↓↓↓

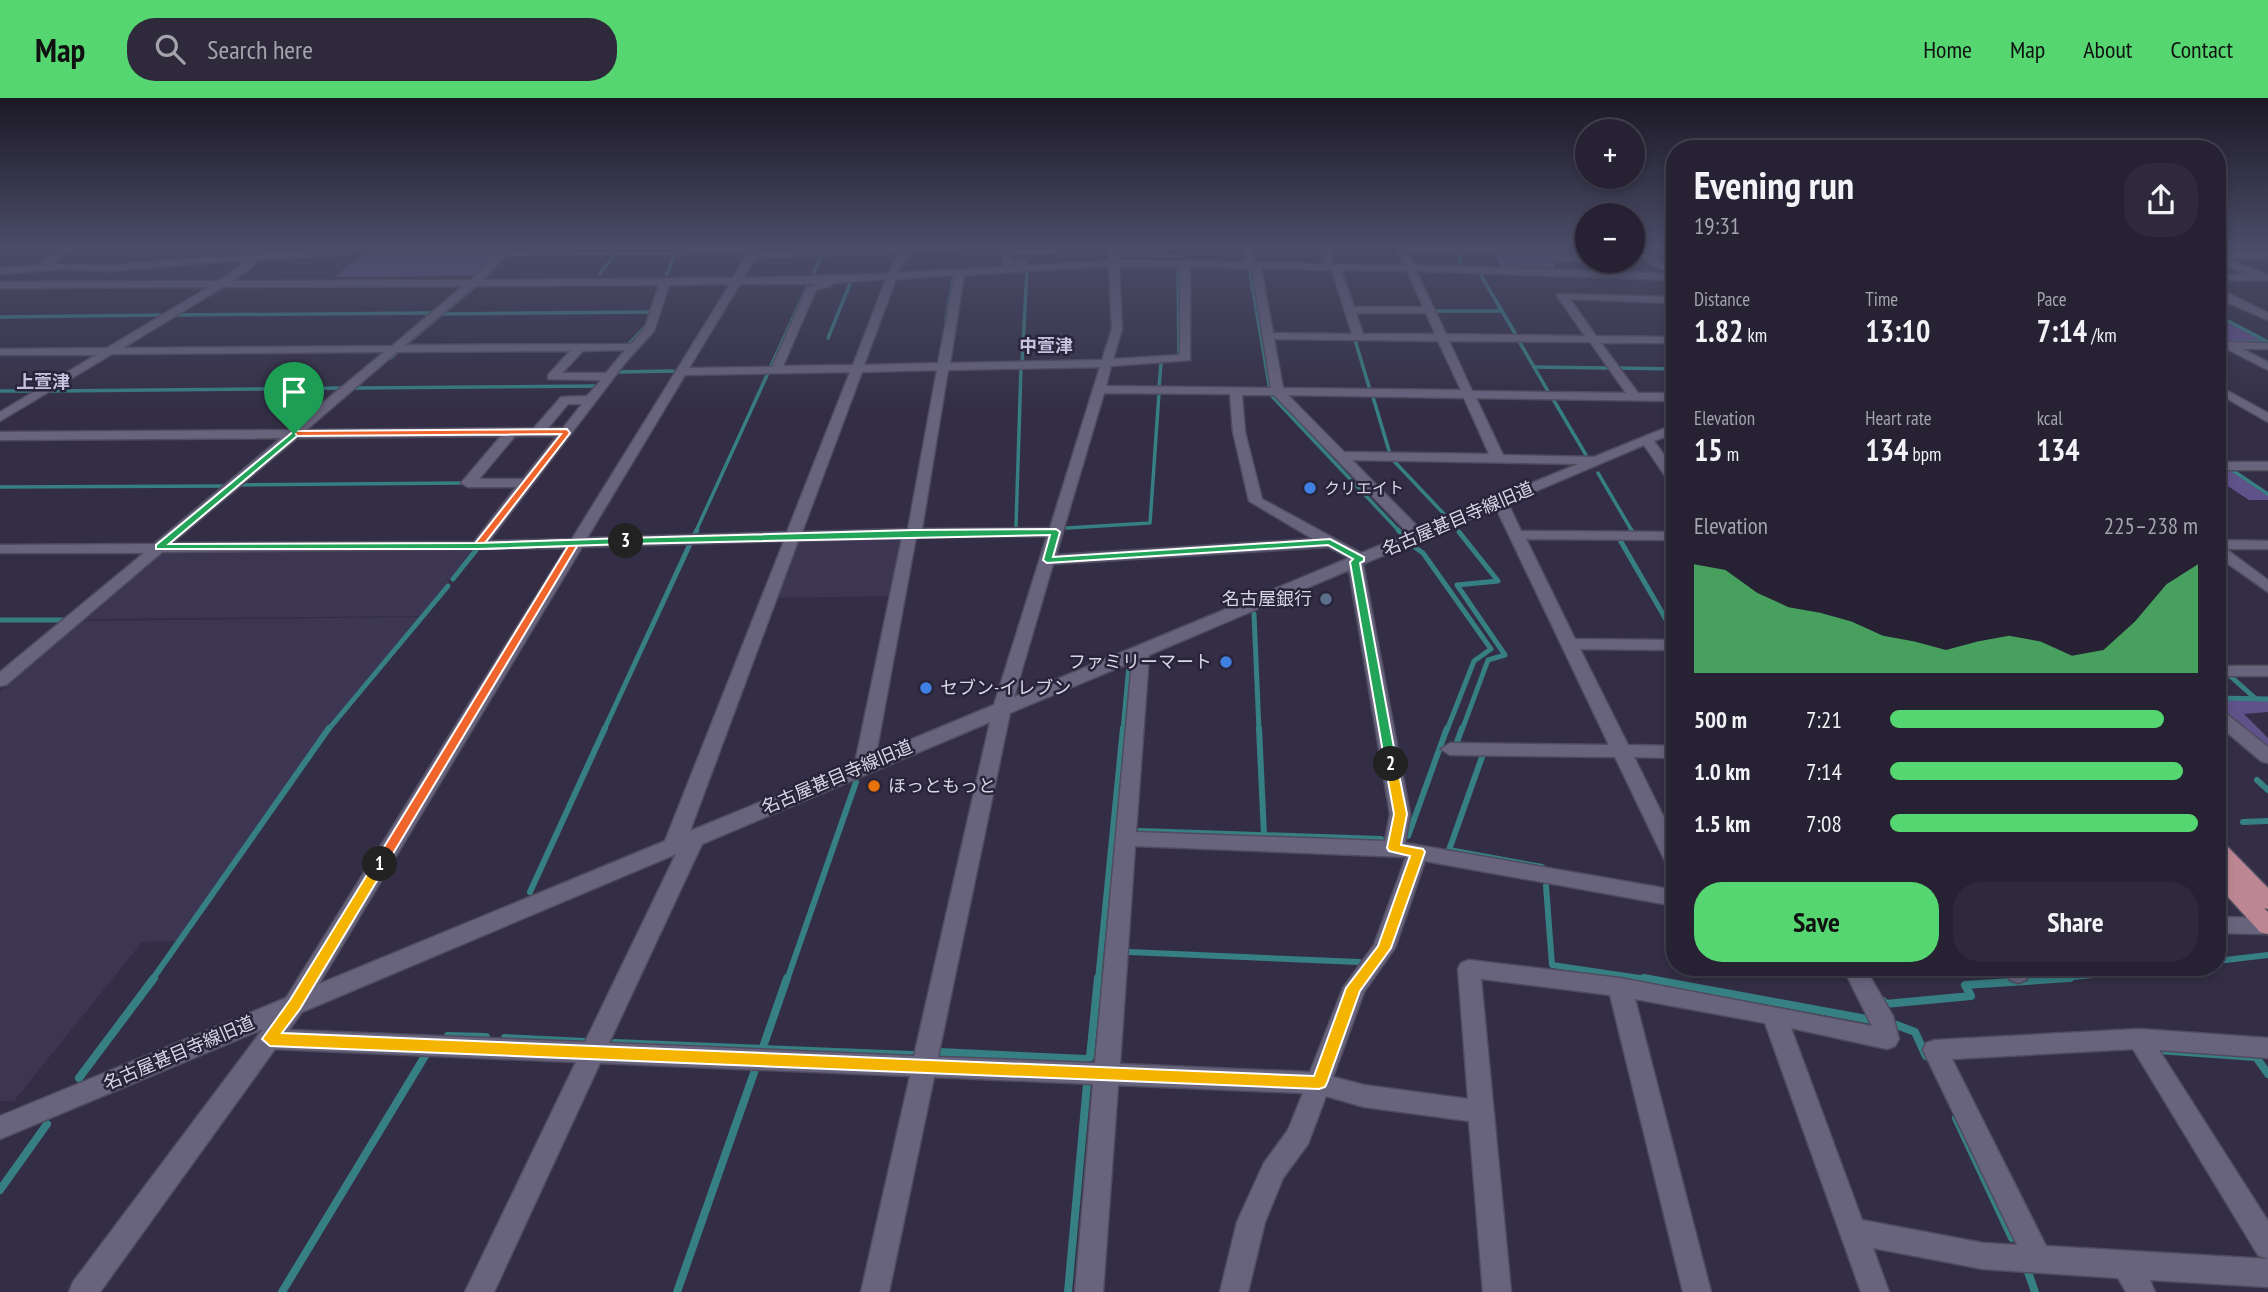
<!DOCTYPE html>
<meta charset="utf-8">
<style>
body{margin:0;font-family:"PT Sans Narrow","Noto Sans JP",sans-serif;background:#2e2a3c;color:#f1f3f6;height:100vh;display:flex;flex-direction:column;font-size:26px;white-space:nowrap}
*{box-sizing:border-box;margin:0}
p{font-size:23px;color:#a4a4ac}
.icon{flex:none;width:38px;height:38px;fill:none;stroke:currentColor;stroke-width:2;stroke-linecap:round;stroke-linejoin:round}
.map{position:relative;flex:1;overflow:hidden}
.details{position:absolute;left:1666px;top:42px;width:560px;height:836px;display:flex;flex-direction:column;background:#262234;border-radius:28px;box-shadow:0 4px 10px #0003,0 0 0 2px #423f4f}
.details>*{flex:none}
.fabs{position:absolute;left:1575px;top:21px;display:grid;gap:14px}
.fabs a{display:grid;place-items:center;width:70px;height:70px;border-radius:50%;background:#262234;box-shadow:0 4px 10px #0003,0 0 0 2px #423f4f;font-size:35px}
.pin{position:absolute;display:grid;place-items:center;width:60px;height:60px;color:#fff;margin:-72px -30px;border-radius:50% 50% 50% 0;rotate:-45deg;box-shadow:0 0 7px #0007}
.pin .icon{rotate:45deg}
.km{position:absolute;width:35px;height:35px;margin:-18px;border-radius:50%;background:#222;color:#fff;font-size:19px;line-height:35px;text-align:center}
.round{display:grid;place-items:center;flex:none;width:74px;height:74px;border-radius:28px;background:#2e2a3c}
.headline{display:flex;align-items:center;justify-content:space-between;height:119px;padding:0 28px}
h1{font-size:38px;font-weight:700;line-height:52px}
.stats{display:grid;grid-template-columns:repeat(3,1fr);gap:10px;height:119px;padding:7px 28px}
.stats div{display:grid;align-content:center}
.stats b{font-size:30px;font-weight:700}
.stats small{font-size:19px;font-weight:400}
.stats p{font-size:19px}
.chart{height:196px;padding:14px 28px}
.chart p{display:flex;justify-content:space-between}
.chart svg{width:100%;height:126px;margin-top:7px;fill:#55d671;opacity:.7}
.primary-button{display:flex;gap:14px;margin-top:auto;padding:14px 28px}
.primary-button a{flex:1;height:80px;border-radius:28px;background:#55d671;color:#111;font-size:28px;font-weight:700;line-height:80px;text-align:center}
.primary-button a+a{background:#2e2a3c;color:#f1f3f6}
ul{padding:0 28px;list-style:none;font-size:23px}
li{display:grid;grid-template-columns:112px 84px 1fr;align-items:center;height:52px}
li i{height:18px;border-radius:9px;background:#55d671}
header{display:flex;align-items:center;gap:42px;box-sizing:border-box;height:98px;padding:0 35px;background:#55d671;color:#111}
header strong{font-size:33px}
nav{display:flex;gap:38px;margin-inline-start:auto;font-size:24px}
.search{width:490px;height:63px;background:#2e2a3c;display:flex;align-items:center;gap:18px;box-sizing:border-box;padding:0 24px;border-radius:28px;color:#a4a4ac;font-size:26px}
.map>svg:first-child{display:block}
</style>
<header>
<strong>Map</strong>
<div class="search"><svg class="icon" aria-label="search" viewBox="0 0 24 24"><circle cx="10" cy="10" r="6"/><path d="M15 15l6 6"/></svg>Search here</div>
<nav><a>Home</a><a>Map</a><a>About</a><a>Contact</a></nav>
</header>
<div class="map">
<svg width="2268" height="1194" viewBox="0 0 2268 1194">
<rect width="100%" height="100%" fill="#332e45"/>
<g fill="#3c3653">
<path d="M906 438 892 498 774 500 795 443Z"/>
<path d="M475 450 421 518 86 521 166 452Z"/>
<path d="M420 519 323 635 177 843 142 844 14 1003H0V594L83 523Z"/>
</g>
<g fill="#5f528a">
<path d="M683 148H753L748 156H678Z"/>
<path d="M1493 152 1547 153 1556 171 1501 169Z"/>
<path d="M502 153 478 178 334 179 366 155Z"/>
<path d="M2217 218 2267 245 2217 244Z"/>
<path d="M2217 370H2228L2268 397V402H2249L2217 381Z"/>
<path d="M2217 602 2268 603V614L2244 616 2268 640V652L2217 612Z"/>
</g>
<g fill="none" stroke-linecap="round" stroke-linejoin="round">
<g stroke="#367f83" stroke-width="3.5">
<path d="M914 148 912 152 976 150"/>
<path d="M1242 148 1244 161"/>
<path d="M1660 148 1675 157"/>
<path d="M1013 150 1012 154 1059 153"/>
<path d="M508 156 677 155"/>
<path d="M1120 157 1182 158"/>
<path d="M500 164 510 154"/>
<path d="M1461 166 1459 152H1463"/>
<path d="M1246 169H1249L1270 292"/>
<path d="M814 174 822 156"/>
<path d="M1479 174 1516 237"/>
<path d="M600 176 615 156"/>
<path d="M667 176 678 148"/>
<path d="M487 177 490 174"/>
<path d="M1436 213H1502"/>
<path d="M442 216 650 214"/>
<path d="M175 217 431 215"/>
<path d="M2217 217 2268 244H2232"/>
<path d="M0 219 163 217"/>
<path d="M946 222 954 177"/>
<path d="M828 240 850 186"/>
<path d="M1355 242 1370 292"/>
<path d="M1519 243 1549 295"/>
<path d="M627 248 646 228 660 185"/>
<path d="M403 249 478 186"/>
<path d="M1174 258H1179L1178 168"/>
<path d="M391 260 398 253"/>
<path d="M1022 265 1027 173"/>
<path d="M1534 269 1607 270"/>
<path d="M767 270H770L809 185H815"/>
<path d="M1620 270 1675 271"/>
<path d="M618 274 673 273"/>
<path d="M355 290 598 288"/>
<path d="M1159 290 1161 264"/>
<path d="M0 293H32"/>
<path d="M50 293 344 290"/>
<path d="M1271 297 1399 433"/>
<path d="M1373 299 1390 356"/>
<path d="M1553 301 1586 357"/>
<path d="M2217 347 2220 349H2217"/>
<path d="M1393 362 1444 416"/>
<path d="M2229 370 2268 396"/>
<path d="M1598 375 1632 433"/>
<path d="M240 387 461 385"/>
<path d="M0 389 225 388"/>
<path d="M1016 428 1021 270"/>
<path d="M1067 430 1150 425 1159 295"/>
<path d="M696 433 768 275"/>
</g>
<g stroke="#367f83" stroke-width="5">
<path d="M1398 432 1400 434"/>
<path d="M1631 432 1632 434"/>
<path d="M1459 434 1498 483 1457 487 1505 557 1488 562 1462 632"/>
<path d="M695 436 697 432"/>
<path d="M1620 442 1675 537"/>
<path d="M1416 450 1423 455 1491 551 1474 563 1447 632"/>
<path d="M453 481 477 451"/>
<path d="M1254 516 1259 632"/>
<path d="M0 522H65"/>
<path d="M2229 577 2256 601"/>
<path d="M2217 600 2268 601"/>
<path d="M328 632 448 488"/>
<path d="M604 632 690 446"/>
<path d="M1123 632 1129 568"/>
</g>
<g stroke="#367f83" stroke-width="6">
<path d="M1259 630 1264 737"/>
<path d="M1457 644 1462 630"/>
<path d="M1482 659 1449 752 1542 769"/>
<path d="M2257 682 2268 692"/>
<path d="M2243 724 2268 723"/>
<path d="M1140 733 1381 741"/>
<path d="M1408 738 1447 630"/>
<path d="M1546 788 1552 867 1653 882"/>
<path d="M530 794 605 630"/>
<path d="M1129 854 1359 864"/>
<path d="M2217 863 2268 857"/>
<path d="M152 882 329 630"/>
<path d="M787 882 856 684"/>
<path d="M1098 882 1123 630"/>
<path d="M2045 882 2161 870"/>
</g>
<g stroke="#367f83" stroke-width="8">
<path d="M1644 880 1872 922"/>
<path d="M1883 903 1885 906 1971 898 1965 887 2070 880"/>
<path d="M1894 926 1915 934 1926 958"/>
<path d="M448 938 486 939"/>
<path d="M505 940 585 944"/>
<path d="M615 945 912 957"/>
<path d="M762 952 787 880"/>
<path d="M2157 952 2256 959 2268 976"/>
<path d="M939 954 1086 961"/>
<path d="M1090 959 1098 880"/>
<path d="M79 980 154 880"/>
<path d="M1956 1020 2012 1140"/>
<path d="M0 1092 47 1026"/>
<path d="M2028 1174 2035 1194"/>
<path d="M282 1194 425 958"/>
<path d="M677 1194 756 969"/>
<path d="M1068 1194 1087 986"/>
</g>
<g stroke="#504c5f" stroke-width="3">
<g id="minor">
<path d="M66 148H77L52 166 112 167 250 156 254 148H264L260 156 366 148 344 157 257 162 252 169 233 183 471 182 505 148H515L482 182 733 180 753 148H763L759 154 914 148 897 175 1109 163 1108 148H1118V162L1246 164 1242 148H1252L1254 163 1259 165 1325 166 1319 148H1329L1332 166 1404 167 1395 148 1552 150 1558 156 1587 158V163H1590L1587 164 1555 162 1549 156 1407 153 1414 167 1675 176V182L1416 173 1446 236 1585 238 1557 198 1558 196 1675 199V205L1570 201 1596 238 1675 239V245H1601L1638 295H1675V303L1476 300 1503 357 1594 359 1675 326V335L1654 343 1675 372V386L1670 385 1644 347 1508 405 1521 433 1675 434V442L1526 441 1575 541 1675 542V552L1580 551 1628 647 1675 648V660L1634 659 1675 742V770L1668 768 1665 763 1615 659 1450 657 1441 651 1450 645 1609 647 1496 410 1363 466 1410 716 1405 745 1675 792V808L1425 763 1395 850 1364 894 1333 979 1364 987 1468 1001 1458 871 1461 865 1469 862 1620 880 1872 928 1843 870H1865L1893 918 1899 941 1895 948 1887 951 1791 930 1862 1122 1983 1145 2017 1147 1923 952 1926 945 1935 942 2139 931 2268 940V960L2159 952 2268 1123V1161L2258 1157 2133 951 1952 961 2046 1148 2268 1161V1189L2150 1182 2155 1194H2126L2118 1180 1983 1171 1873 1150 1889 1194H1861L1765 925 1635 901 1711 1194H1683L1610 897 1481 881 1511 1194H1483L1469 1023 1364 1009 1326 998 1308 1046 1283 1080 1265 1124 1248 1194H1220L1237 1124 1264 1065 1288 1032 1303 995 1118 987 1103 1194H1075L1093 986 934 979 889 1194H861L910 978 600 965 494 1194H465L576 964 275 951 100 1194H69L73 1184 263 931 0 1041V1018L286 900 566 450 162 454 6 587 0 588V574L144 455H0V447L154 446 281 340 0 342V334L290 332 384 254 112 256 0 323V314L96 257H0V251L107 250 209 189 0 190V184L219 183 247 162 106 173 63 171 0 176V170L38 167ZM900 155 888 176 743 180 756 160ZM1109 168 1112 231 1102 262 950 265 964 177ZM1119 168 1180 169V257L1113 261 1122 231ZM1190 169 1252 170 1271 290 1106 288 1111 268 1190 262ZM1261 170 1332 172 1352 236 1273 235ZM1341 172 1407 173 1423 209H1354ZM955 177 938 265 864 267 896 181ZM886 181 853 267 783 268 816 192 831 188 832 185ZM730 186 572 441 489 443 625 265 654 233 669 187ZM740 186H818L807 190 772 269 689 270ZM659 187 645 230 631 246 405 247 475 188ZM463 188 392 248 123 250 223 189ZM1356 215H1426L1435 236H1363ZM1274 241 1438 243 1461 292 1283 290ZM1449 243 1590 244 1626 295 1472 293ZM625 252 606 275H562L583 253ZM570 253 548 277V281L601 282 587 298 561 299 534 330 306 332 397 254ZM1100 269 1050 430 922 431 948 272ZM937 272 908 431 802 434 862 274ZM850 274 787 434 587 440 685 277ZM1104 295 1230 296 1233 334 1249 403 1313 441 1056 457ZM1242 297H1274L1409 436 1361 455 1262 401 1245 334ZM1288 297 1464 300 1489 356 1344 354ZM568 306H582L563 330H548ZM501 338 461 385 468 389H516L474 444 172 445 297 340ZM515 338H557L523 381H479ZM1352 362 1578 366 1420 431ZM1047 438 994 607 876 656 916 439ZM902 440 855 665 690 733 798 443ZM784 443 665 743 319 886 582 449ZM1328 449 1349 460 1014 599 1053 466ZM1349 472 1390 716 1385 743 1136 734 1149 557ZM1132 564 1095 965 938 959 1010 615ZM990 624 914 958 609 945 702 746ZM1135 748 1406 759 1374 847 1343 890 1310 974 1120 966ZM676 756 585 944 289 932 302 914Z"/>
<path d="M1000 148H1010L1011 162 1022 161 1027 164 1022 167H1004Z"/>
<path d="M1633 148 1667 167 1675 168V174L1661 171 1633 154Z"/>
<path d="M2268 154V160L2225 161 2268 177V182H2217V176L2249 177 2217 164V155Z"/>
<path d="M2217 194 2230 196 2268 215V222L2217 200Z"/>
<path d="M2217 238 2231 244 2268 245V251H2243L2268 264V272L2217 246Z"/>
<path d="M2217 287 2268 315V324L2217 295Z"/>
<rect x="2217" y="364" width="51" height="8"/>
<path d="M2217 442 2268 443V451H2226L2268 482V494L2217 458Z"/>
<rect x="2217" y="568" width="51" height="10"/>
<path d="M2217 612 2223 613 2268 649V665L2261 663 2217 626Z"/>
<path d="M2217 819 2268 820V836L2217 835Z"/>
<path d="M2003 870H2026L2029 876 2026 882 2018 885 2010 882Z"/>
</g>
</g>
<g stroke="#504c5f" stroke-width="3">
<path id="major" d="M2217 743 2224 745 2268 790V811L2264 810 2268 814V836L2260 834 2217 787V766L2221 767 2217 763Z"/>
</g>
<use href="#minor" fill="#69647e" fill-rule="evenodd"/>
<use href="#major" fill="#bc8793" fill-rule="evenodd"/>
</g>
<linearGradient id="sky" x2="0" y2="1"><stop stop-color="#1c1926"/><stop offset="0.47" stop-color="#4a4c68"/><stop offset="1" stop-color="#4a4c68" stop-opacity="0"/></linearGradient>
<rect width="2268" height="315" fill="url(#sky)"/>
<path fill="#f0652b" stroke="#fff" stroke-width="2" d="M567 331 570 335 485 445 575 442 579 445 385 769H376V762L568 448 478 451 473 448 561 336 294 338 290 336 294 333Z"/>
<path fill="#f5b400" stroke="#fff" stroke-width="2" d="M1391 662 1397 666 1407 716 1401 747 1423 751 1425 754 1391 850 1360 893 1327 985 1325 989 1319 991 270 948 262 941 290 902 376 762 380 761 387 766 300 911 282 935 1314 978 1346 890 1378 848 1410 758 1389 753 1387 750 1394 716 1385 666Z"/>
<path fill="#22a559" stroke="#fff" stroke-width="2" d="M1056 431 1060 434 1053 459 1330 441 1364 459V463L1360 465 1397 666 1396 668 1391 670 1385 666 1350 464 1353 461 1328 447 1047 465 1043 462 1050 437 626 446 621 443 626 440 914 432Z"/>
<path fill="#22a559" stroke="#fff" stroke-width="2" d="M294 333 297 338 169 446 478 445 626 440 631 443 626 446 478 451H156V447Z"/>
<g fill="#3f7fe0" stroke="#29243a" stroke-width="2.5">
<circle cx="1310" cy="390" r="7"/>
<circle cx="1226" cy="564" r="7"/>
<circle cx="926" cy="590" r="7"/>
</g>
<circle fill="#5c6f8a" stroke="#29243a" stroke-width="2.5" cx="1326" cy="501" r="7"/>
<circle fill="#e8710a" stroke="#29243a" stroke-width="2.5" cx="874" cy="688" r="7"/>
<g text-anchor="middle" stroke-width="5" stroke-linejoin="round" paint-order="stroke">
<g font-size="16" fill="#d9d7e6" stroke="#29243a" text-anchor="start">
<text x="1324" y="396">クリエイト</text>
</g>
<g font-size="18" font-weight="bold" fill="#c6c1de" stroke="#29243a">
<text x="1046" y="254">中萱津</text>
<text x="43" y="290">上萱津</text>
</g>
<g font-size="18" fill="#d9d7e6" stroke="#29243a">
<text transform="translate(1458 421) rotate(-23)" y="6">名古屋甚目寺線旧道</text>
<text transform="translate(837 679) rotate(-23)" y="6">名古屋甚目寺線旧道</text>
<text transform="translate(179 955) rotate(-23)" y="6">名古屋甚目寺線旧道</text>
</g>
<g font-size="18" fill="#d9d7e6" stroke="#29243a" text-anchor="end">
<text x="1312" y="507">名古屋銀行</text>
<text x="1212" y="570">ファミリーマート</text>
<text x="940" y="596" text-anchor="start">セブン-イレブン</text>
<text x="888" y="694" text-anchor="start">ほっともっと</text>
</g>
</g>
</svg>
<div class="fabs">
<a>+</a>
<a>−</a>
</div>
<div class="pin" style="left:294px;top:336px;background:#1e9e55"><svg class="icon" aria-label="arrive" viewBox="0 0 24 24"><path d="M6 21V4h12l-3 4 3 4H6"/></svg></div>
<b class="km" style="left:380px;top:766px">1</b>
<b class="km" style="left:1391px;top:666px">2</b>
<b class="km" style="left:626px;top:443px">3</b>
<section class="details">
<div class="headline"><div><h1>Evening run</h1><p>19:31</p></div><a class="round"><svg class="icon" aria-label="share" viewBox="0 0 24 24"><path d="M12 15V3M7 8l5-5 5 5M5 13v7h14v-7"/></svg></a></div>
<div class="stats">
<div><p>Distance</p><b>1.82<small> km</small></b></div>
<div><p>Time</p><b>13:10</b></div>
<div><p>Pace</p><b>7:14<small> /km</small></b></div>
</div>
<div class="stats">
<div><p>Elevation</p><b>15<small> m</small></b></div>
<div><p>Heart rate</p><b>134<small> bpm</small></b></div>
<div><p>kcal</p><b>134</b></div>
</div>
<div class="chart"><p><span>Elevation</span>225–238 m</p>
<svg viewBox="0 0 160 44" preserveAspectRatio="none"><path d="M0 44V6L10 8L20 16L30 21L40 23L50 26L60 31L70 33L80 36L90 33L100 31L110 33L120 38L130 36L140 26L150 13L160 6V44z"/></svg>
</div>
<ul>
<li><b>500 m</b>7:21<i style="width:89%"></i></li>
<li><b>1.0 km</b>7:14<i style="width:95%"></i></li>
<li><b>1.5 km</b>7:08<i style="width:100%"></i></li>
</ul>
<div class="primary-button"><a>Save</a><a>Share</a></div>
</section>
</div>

↑↑↑

◆ About this exercise
Check each line of the material for the word "Elevation", then say how many have it. Give the number only.

◆ Result for this task
2